▸ **Exercise**: Among the entries below, tally each line where the word "details" appears and state only the total.

(Excerpts from a dataset)
*-*-*
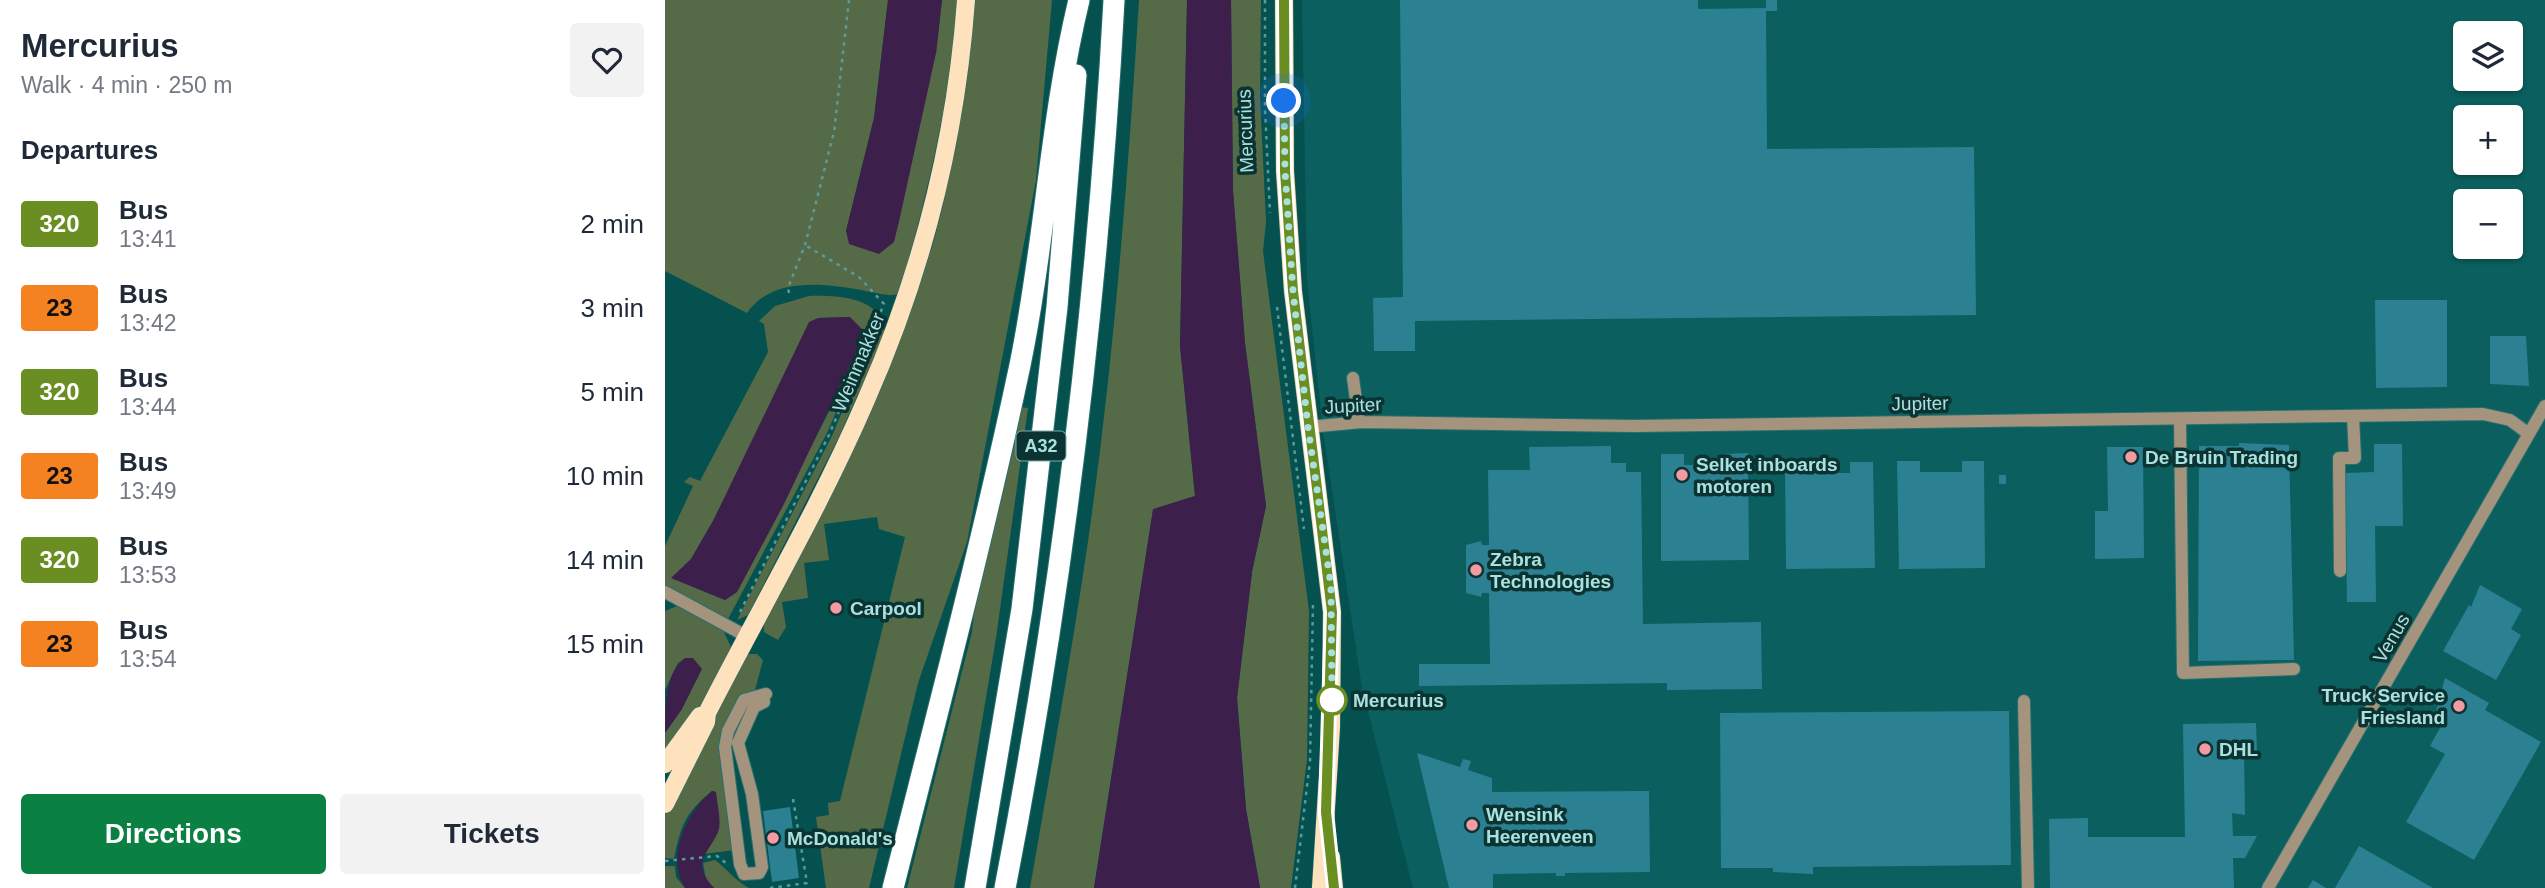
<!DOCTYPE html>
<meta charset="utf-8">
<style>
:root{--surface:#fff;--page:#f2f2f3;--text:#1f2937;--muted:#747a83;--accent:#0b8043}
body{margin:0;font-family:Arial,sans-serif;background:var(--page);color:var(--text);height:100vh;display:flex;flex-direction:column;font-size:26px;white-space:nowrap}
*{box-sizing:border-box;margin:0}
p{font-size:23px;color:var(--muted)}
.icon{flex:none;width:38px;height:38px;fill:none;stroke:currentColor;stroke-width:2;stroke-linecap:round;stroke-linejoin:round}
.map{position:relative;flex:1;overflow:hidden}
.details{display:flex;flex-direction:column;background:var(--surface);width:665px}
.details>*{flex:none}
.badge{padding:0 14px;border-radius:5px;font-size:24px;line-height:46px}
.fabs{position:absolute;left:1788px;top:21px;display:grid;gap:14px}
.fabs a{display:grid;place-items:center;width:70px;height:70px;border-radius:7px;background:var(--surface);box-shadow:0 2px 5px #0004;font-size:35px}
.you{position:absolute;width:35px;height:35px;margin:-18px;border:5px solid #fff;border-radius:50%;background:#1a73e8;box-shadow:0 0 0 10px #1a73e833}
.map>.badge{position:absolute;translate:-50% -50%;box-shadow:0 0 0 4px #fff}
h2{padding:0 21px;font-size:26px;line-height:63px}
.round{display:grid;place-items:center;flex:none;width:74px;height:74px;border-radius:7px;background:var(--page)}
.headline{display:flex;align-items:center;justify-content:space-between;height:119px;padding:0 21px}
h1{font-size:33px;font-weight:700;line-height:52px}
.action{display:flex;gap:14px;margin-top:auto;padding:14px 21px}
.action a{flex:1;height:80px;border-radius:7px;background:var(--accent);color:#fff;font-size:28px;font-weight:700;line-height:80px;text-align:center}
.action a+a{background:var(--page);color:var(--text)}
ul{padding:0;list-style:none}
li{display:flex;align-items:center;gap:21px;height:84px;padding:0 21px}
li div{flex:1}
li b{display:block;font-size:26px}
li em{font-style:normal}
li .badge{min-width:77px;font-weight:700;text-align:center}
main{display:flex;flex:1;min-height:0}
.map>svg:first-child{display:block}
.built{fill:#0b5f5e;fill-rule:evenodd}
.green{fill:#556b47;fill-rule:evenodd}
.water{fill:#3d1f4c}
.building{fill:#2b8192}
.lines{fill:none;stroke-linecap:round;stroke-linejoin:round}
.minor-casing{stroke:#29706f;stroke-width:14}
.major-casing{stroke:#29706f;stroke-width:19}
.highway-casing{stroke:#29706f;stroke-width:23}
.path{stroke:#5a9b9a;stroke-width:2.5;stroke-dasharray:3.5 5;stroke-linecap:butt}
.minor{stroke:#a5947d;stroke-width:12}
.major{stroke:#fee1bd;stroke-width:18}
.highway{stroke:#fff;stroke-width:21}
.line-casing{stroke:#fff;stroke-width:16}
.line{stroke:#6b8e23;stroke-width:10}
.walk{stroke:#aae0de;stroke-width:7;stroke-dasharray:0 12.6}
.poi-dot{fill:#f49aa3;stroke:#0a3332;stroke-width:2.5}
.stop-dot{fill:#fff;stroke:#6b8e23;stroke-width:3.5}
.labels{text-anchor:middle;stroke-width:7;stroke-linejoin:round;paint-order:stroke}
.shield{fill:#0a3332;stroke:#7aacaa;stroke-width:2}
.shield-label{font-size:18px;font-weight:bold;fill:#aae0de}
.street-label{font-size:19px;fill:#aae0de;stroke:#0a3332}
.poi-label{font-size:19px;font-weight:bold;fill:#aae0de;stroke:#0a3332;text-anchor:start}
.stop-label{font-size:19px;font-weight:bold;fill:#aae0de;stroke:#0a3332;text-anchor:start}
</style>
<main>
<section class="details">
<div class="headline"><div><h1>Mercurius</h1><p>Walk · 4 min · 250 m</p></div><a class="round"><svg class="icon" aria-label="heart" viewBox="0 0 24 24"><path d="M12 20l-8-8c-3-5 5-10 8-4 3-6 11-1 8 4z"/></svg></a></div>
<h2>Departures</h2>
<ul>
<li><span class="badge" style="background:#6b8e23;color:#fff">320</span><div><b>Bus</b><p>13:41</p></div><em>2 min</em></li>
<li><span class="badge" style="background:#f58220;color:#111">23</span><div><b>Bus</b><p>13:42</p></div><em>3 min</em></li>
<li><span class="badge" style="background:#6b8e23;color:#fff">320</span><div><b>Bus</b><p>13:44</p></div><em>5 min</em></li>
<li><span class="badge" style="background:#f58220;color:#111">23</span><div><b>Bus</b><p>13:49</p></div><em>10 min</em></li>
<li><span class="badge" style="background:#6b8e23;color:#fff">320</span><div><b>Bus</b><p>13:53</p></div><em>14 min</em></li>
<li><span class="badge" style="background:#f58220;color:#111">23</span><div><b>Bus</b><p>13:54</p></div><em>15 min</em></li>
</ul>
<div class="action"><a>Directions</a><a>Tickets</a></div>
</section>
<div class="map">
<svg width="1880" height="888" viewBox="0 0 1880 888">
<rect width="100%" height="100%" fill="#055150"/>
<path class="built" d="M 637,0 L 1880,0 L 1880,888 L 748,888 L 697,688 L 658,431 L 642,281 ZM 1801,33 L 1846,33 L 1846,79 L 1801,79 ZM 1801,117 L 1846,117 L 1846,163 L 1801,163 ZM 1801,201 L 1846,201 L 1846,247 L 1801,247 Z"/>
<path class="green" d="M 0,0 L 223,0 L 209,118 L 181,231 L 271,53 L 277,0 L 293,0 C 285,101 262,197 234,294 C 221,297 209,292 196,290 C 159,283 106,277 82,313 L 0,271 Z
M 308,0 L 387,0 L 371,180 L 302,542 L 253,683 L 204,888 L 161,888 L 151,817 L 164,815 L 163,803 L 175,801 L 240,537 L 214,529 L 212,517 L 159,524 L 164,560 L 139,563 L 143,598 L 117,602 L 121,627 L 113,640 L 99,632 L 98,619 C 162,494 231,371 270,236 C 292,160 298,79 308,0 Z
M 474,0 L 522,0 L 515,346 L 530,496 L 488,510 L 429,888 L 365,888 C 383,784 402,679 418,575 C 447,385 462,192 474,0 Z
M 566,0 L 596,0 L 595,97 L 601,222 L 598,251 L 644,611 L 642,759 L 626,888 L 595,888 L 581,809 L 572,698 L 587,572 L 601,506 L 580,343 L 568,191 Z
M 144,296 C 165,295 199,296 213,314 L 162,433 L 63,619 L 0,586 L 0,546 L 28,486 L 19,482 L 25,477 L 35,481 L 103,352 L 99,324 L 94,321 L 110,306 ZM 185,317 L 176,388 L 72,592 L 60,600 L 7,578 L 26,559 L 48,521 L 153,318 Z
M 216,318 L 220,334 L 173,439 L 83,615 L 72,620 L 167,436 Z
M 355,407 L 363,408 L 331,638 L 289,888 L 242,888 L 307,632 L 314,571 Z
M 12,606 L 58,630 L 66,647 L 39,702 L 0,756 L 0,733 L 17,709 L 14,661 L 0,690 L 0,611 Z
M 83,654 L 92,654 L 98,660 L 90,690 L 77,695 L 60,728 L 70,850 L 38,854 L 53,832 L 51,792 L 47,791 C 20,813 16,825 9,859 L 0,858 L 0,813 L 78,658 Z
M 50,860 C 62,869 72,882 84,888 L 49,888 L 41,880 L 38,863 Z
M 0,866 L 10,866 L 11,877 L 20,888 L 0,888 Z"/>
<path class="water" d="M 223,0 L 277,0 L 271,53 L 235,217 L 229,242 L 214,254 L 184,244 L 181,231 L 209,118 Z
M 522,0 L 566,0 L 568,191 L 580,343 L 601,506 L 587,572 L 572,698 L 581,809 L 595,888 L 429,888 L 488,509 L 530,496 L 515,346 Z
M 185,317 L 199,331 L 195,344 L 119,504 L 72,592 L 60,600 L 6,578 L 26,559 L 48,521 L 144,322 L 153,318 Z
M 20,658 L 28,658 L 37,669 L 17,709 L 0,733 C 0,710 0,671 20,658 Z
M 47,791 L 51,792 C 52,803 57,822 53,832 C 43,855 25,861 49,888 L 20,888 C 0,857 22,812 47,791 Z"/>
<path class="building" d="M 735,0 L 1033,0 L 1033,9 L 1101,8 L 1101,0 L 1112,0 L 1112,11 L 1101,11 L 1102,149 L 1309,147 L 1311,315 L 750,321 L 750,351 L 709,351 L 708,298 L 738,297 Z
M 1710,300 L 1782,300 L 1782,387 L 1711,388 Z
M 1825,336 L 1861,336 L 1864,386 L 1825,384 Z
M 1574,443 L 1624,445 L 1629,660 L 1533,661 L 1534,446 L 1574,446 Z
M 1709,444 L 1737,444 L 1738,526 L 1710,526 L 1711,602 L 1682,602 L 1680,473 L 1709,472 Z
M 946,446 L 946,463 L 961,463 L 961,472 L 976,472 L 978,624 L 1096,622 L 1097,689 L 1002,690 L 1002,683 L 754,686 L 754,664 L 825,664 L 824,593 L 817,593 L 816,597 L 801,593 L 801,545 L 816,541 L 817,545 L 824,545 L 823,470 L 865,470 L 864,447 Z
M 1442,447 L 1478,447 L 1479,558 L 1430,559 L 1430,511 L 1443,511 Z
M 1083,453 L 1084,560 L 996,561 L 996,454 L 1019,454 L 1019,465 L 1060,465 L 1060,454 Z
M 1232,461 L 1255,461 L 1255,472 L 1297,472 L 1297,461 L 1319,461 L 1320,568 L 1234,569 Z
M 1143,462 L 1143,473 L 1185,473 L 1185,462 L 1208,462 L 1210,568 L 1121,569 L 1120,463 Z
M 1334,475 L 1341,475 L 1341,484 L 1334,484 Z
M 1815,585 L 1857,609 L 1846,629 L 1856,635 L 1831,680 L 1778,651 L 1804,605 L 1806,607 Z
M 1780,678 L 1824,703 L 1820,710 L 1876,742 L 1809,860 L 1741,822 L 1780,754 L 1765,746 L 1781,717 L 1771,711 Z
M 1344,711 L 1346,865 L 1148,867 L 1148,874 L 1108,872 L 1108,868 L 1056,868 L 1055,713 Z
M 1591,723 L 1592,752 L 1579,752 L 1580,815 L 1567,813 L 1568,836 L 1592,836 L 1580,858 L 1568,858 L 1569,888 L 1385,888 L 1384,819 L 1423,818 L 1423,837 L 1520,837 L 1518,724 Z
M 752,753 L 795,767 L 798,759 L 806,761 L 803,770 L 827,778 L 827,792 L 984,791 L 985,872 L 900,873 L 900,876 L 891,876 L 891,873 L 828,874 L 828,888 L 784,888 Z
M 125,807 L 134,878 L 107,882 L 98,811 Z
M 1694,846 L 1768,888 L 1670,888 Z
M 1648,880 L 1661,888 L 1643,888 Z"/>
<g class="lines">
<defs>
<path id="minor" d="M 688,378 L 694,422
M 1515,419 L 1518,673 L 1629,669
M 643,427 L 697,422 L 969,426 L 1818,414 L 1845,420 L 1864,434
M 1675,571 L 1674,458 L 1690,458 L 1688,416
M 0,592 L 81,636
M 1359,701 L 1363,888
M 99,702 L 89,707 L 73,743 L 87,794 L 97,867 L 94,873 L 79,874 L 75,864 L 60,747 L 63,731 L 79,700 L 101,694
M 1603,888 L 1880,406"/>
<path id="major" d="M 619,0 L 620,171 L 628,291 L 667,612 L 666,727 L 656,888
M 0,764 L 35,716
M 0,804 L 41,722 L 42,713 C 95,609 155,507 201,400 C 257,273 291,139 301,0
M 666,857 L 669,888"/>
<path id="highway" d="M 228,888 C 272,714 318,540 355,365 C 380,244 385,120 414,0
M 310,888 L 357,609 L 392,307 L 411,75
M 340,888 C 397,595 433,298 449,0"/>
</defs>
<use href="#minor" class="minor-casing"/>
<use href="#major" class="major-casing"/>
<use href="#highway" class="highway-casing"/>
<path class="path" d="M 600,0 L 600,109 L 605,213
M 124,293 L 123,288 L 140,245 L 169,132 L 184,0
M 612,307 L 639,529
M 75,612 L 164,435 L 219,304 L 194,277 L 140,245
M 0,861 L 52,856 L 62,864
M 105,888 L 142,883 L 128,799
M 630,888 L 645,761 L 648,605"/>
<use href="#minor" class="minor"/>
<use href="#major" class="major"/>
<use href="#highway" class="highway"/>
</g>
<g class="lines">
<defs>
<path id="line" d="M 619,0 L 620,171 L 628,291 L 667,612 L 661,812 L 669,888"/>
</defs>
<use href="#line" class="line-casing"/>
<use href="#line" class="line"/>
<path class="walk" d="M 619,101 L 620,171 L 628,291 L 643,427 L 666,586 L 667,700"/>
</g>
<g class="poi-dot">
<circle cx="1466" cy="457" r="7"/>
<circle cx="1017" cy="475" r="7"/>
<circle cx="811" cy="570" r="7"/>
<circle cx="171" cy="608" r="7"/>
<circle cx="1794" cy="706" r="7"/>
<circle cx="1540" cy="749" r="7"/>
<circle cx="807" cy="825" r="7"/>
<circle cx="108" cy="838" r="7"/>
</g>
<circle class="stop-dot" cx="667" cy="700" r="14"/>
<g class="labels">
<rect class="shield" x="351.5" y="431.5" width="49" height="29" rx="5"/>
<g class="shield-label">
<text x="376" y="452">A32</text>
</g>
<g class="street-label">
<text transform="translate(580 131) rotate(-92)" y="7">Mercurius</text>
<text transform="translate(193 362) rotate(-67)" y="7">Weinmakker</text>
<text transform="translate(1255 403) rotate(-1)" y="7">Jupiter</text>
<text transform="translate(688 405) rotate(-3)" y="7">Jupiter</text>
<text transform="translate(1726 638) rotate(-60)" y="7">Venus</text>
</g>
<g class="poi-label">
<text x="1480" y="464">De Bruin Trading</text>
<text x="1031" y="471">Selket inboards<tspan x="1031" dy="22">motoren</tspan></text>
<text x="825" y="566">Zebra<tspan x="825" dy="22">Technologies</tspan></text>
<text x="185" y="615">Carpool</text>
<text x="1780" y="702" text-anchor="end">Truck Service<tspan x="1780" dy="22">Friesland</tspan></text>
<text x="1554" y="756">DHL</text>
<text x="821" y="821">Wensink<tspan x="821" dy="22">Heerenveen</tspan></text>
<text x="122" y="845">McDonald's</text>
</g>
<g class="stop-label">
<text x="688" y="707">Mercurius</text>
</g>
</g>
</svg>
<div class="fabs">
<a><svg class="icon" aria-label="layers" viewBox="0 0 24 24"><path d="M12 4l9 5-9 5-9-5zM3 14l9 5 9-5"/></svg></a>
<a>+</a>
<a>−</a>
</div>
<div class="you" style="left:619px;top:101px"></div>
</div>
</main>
*-*-*
▸ **Exercise output**: 3